La mobilisation des ressources est ainsi en train de devenir une question importante dans la controverse électorale qui  mobilise  le pays. Avec d’autant plus d’acuité que, depuis plusieurs mois, il est annoncé de fortes turbulences dans la mobilisation des recettes, notamment en raison de la baisse des prix des matières premières sur le marché mondial. On sait que la République Démocratique du Congo dépend pour une large part  de ses recettes d’exportation de la vente des minerais, notamment de cuivre, dont la RDC est le producteur le plus important en Afrique, et de cobalt, dont elle est le premier producteur au monde.

Cette baisse des prix, qu’on peut expliquer par le ralentissement de la croissance en Chine, a conduit le géant minier suisse Glencore PLc à  suspendre pour une année et demie la production de cuivre et de cobalt de sa filiale Katanga Mining Ltd. L’objectif, assure le groupe suisse cité par l’agence Bloomberg, est de mettre ce délai à profit pour construire de nouvelles installations permettant le traitement des minerais avec de faibles coûts de production.

Un  coup très  dur, en somme. D’autant que Katanga Mining Ltd représente à lui seul 15 % de la production totale de cuivre en RDC, et a payé en 2014 environ $300 million en taxes. D’où l’inquiétude sur ce que sera l’impact de la  décision de Glencore sur le niveau des recettes d’exportation de la RDC et par conséquent sur le budget global de l’Etat et, de manière spécifique, sur l’organisation des élections que la RDC espère financer sur fonds propres afin de contourner la communauté internationale qui conditionne son soutien à un certain nombre de préalables.

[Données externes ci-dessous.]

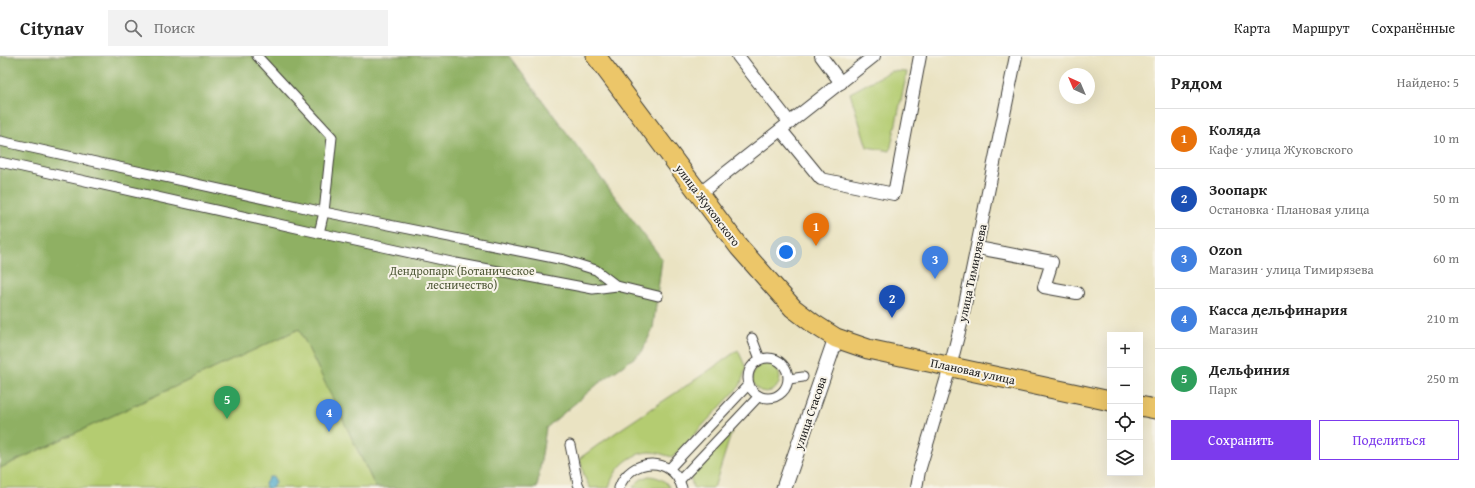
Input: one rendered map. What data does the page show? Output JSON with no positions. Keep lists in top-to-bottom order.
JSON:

Bloomberg explique que la décision de Glencore fait suite à une année catastrophique pour la multinationale, dont les actions ont plongé de 70% cette année en raison de la chute des prix des matières premières. Ce qui a forcé l’entreprise à vendre encore des actions. L’agence note au moins deux conséquences de ce nouveau développement. Premièrement, la chute de la production dans un secteur déjà frappé par la baisse des prix des matières premières. Deuxièmement, la baisse des recettes de l’Etat en termes d’impôts et dividendes, couplée au paiement des intérêts de la dette de Kamoto Copper Co. Soixante pourcents des investissements de Glencore dan Katanga Mining sont en effet représentés par les prêts consentis par le groupe suisse à Kamoto Copper Co.

Fin juin, cette dette représentait 2,91 milliards de dollars payables à un taux de 10% à l’échéance de 2021. En d’autres termes, fin période et après 18 mois d’inactivité, la dette devrait augmenter de 459 millions de dollars, assure Bloomberg. Avant de souligner que dans l’hypothèse où Glencore devait ajouter un investissement additionnel de 880 millions comme annoncé pour redimensionner les installations de Katanga Mining, la dette se chiffrerait à 3,71 milliards, tandis que les intérêts augmenteraient, durant la période de suspension, à 597 millions.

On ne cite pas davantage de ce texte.